Chinese media lay into New York-listed home rental platform Danke as they urge authorities not to let exploiters get away
- Danke, which rents flats from landlords and leases them to tenants, failed to make payments in recent months
- The company’s crisis points to problems in the fast-growing rental apartment industry, invites regulators’ scrutiny, official media say
China’s state media urged authorities to take a hard look at the rental apartment industry after a liquidity crunch at New York-listed services provider Danke sparked an outcry from furious landlords and tenants across the country.
Danke, officially known as Phoenix Tree Holding, rents flats from landlords on a long-term basis, refurbishes them and then leases them to tenants. In what looks like an apparent cash-flow failure in recent months, the company has missed payments to landlords, employees and contractors. Tenants across the country have been evicted, in some cases violently, by their landlords, with some yet to repay bank loans arranged by Danke.
Official media including People’s Daily and Xinhua urged Danke to take responsibility for its debt-fuelled expansion that eventually spiralled out of control after the Covid-19 pandemic.
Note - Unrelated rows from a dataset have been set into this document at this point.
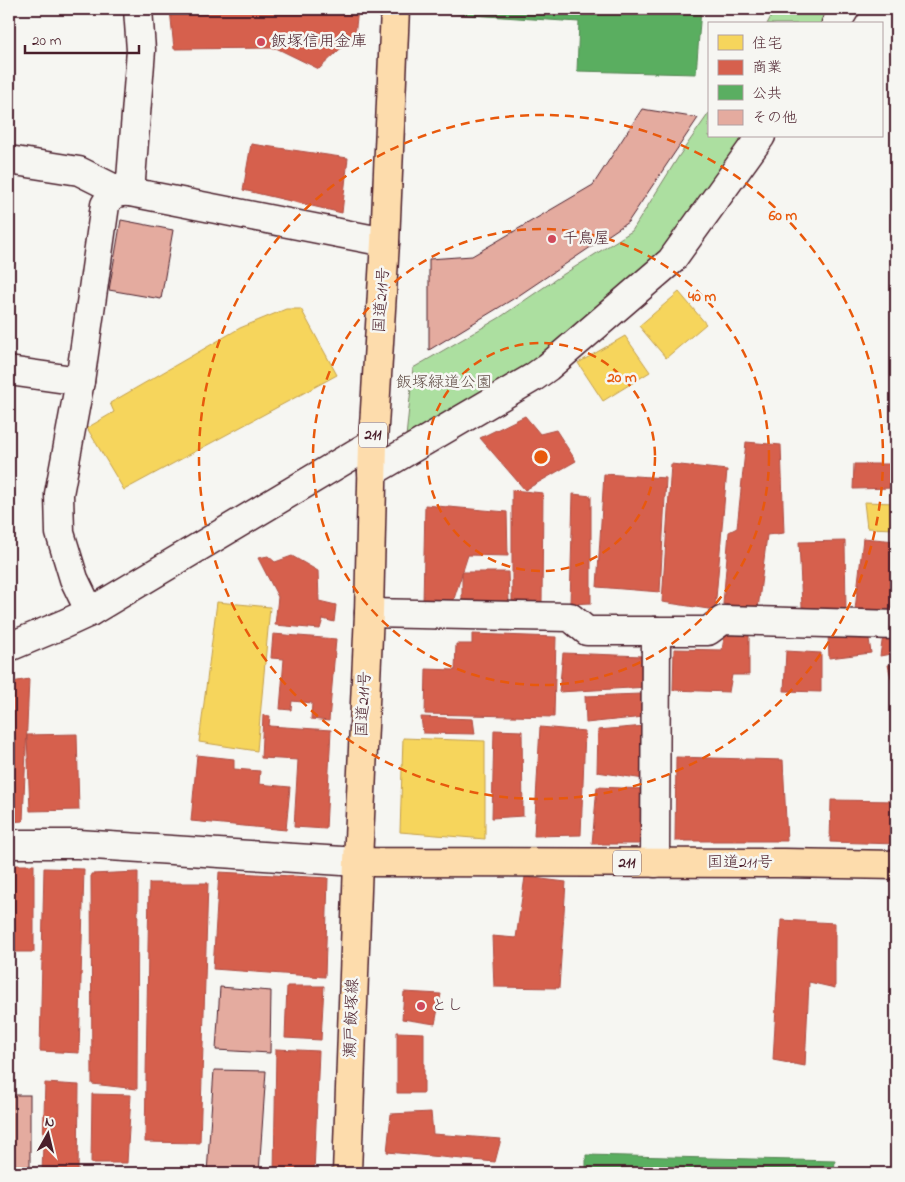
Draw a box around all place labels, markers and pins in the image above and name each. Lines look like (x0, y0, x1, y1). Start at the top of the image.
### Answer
place label: 飯塚信用金庫 (271, 30, 367, 54)
marker: 飯塚信用金庫 (255, 36, 267, 48)
place label: 千鳥屋 (562, 227, 610, 251)
marker: 千鳥屋 (546, 233, 558, 245)
centre of rings (532, 448, 550, 466)
place label: とし (431, 994, 463, 1018)
marker: とし (415, 1000, 427, 1012)

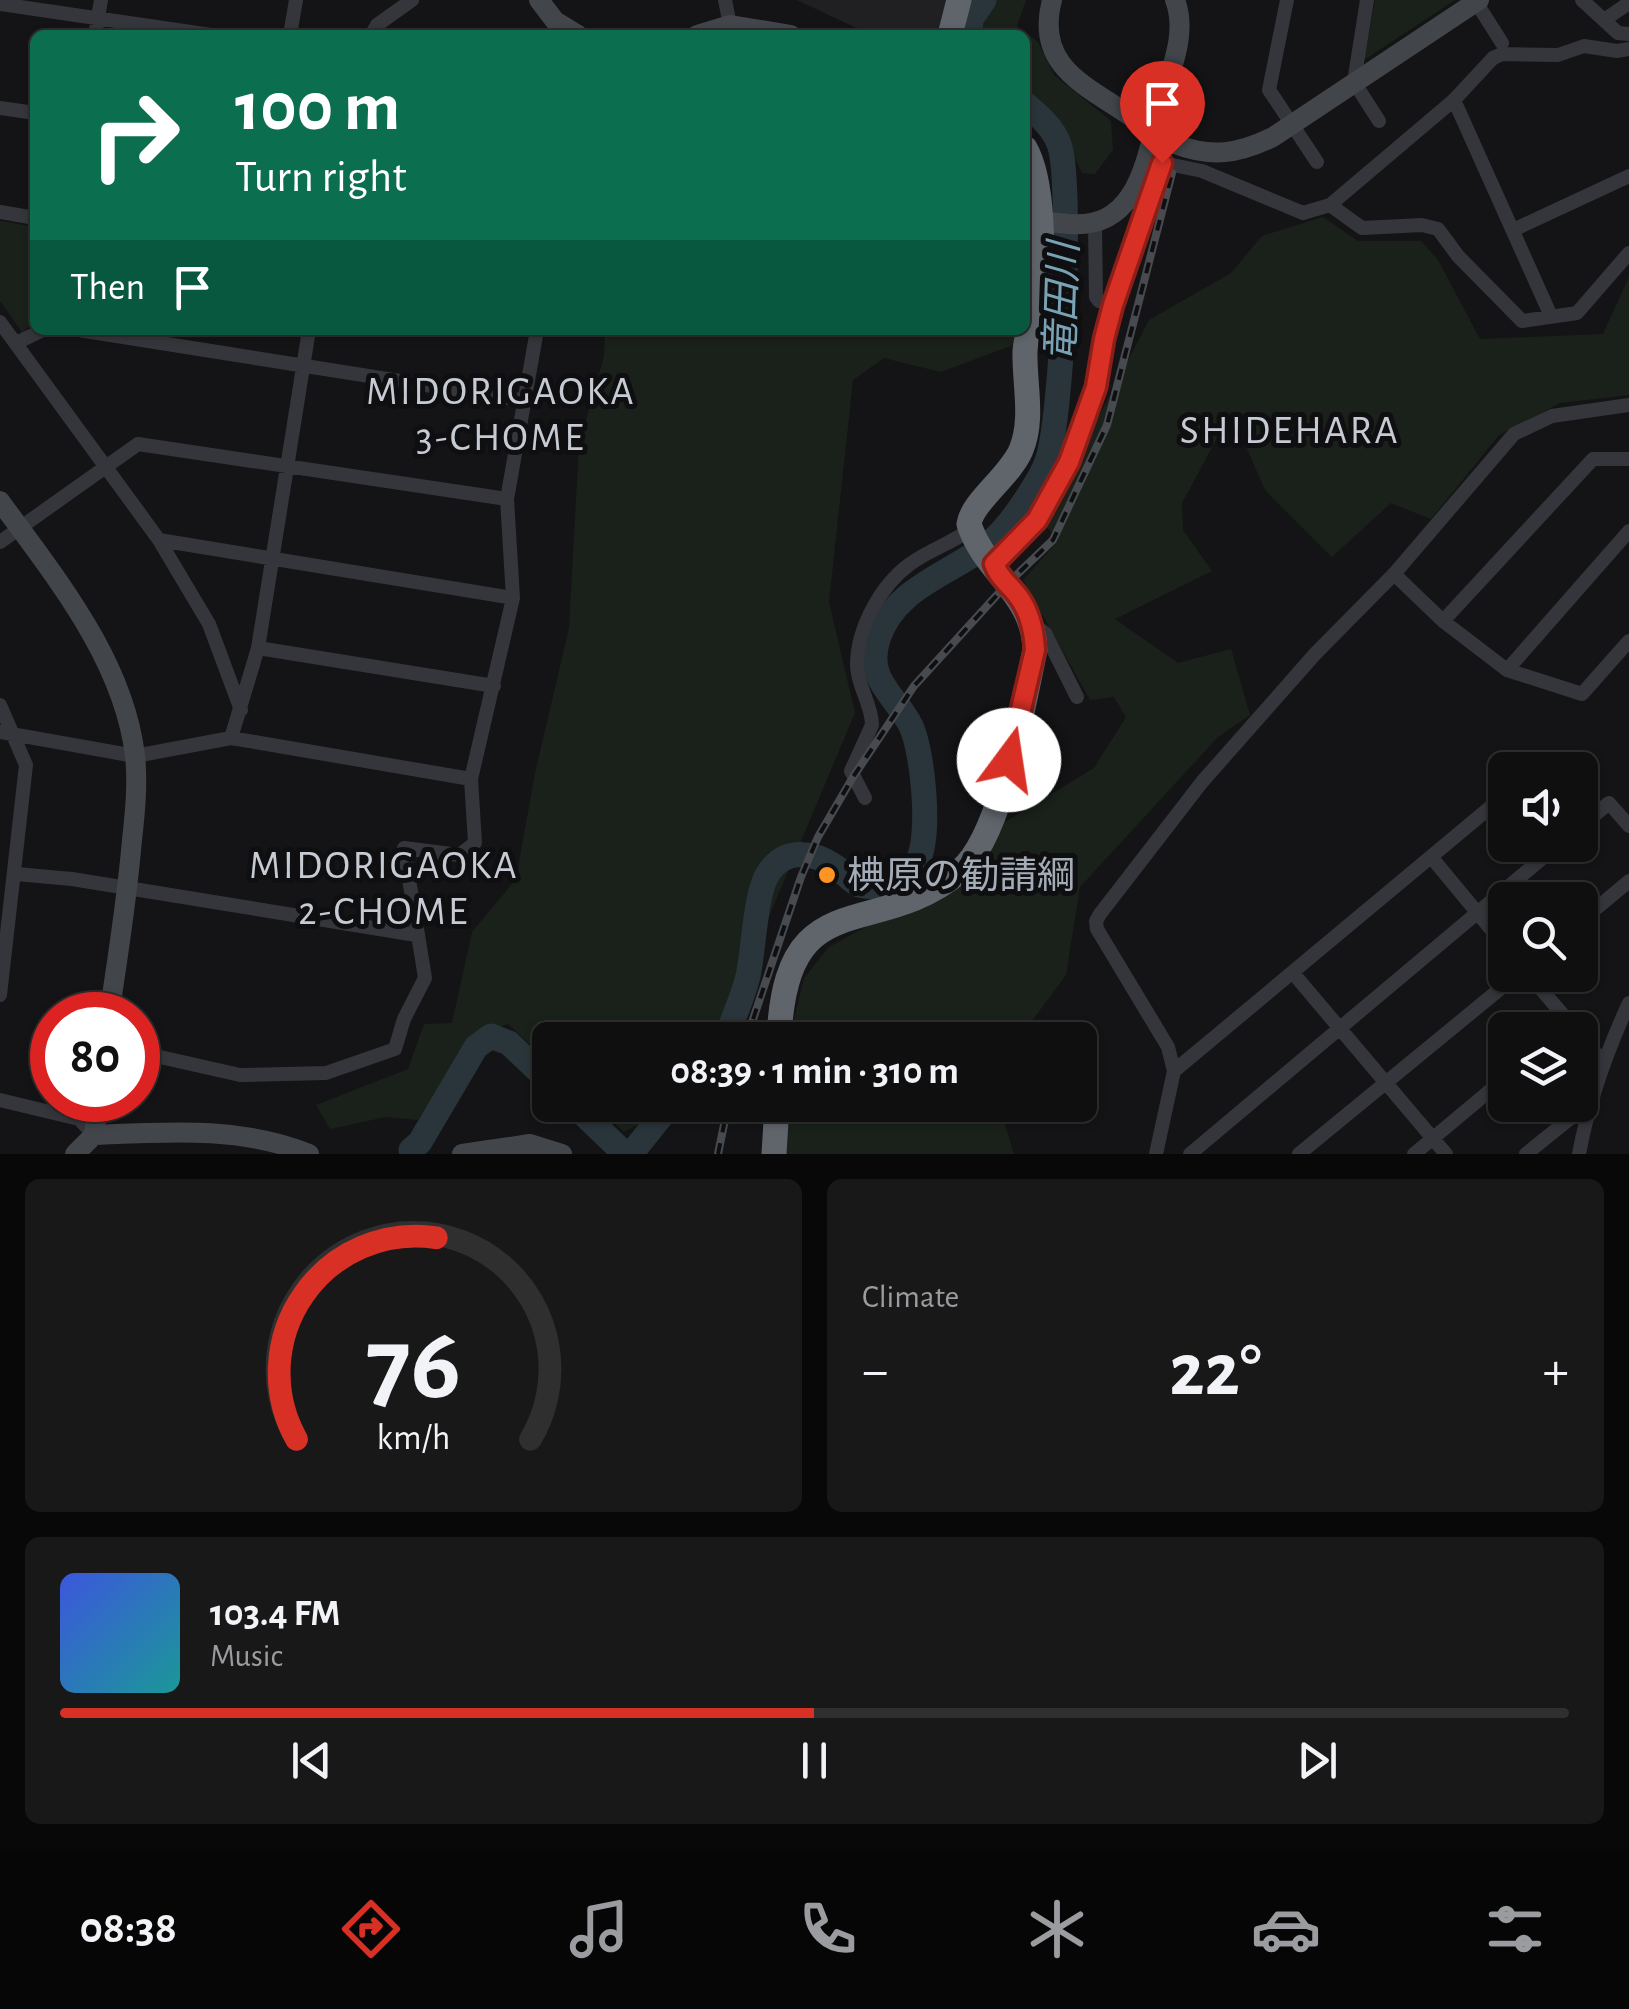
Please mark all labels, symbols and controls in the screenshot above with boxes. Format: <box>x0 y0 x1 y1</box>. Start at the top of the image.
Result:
pin <box>1120 61 1205 164</box>
icon: right <box>70 70 200 200</box>
text: 100 m <box>235 73 400 143</box>
icon: arrive <box>1135 76 1190 131</box>
text: Turn right <box>235 155 407 200</box>
water label: 竜田川 <box>1039 237 1085 363</box>
icon: arrive <box>165 260 220 315</box>
text: Then <box>70 269 145 307</box>
district label: MIDORIGAOKA 3-CHOME <box>366 372 636 458</box>
district label: SHIDEHARA <box>1180 411 1400 451</box>
position arrow <box>957 708 1061 812</box>
map controls <box>1488 752 1598 1122</box>
button: sound <box>1488 752 1598 862</box>
district label: MIDORIGAOKA 2-CHOME <box>249 846 519 932</box>
place label: 椣原の勧請綱 <box>847 856 1075 896</box>
marker: 椣原の勧請綱 <box>816 864 838 886</box>
button: search <box>1488 882 1598 992</box>
speed limit sign: 80 <box>30 992 160 1122</box>
button: layers <box>1488 1012 1598 1122</box>
text: 08:39 · 1 min · 310 m <box>670 1053 959 1091</box>
text: Climate <box>862 1281 959 1313</box>
text: 76 <box>366 1314 461 1418</box>
text: 22° <box>1169 1334 1262 1409</box>
text: − <box>862 1344 888 1399</box>
text: + <box>1543 1344 1569 1399</box>
text: km/h <box>377 1420 450 1456</box>
text: 103.4 FM <box>210 1595 341 1633</box>
text: Music <box>210 1640 283 1672</box>
icon: previous <box>284 1733 339 1788</box>
icon: pause <box>787 1733 842 1788</box>
icon: next <box>1290 1733 1345 1788</box>
icon: directions <box>336 1894 406 1964</box>
icon: music <box>564 1894 634 1964</box>
icon: phone <box>793 1894 863 1964</box>
icon: climate <box>1022 1894 1092 1964</box>
icon: car <box>1251 1894 1321 1964</box>
icon: filters <box>1480 1894 1550 1964</box>
text: 08:38 <box>79 1906 177 1951</box>

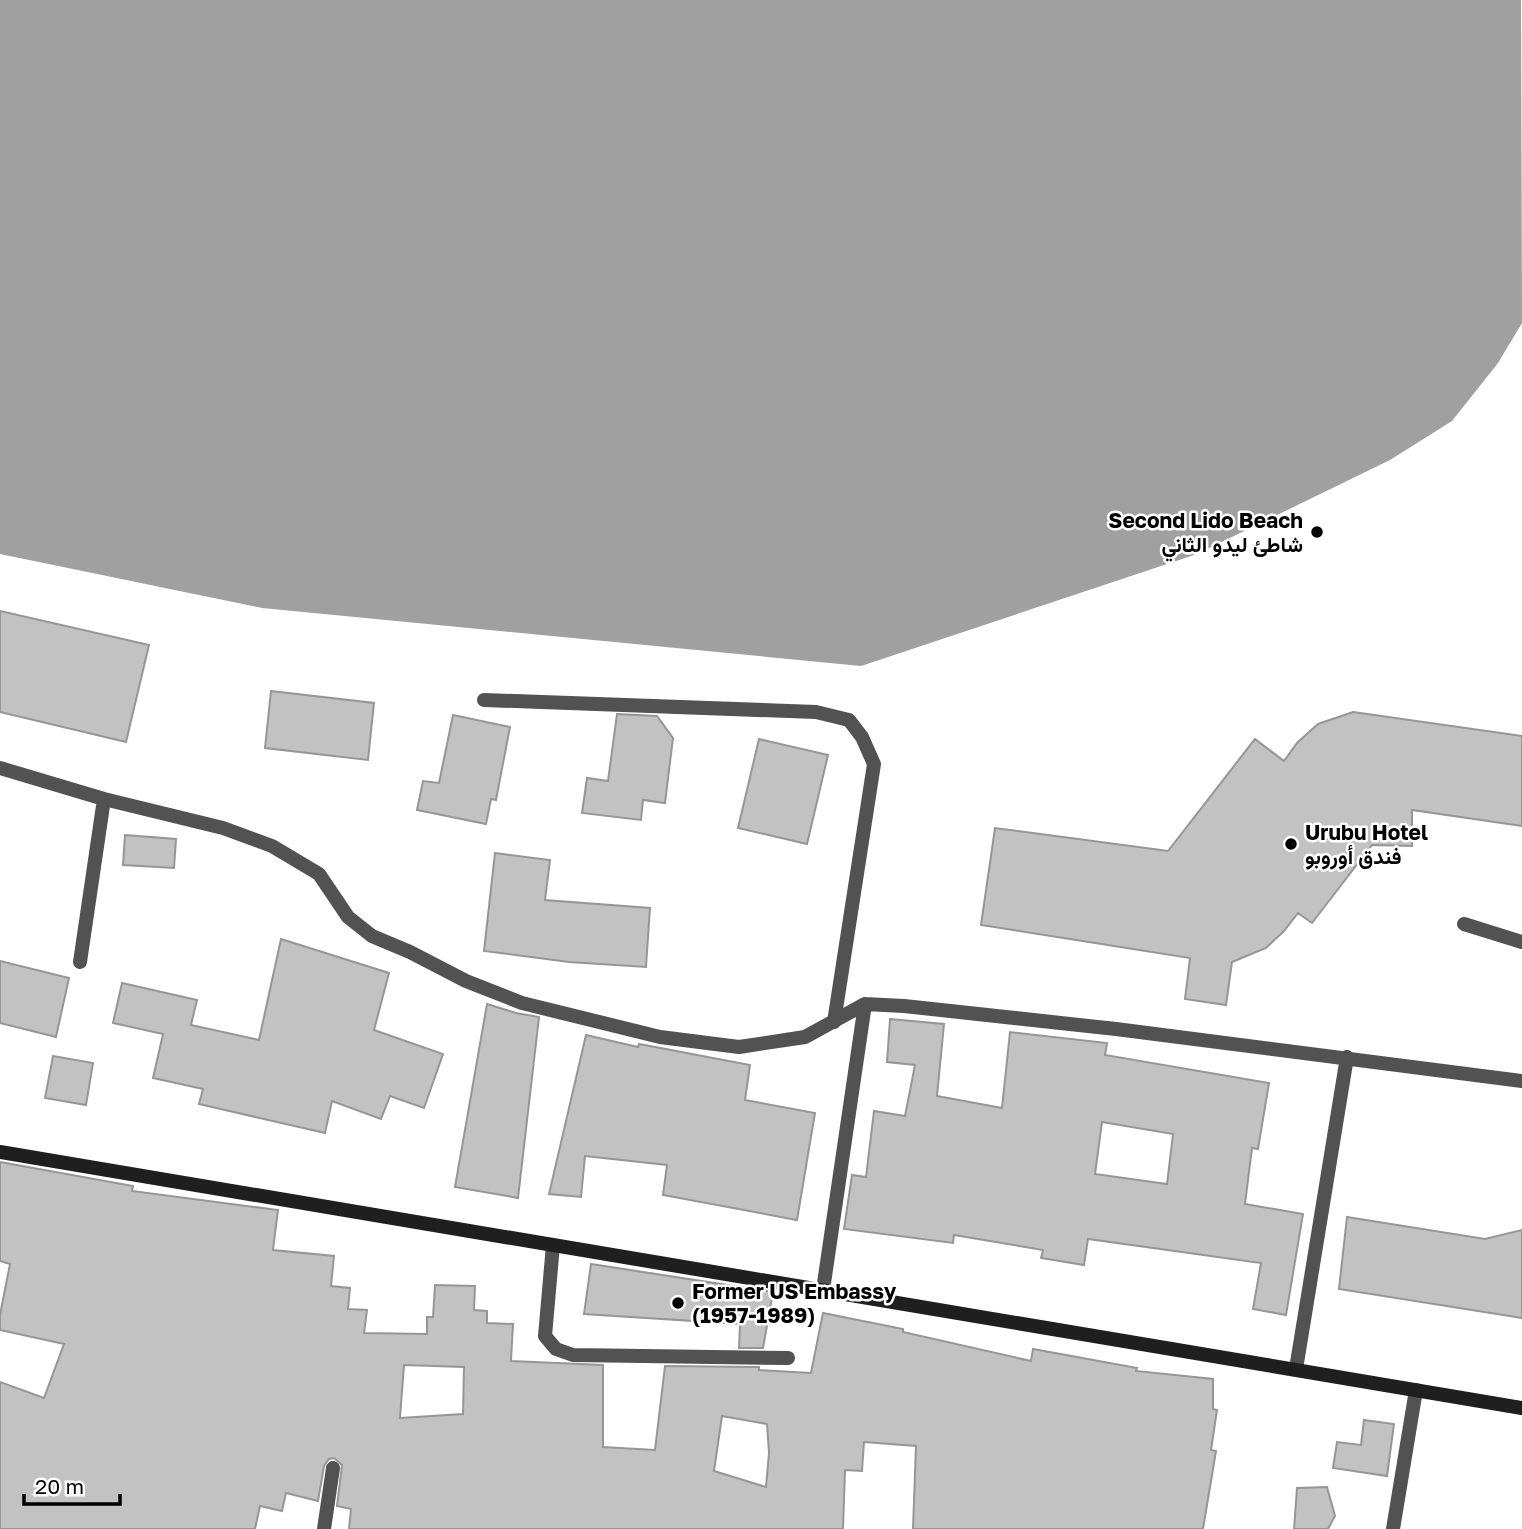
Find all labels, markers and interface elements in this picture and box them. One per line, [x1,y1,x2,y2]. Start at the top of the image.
place label: Second Lido Beach شاطئ ليدو الثاني [1108,507,1303,562]
marker: Second Lido Beach شاطئ ليدو الثاني [1309,524,1325,540]
place label: Urubu Hotel فندق أوروبو [1305,819,1428,870]
marker: Urubu Hotel فندق أوروبو [1283,836,1299,852]
place label: Former US Embassy (1957-1989) [692,1278,897,1328]
marker: Former US Embassy (1957-1989) [670,1295,686,1311]
scale bar [24,1462,121,1506]
text: 20 m [35,1473,84,1499]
They also called for tougher regulation in the fast-growing US$264 billion industry, which has benefited from a government push to develop the rental housing market, China’s sky-high property prices and an inflow of a young workforce into big cities.
“Long-term rental apartment was an innovative business model that filled a gap in the market and received favourable policies, but it has now become a cover for profiteering,” said a Xinhua commentary published on Monday. “Authorities cannot let the exploiters get away.”
Tenants and landlords should not be the ones paying for Danke’s failure, People’s Daily, the Communist Party’s mouthpiece, said in a post on its official Weibo account on Friday. The industry and regulators should review the business model, which relied on leveraged expansion, it said.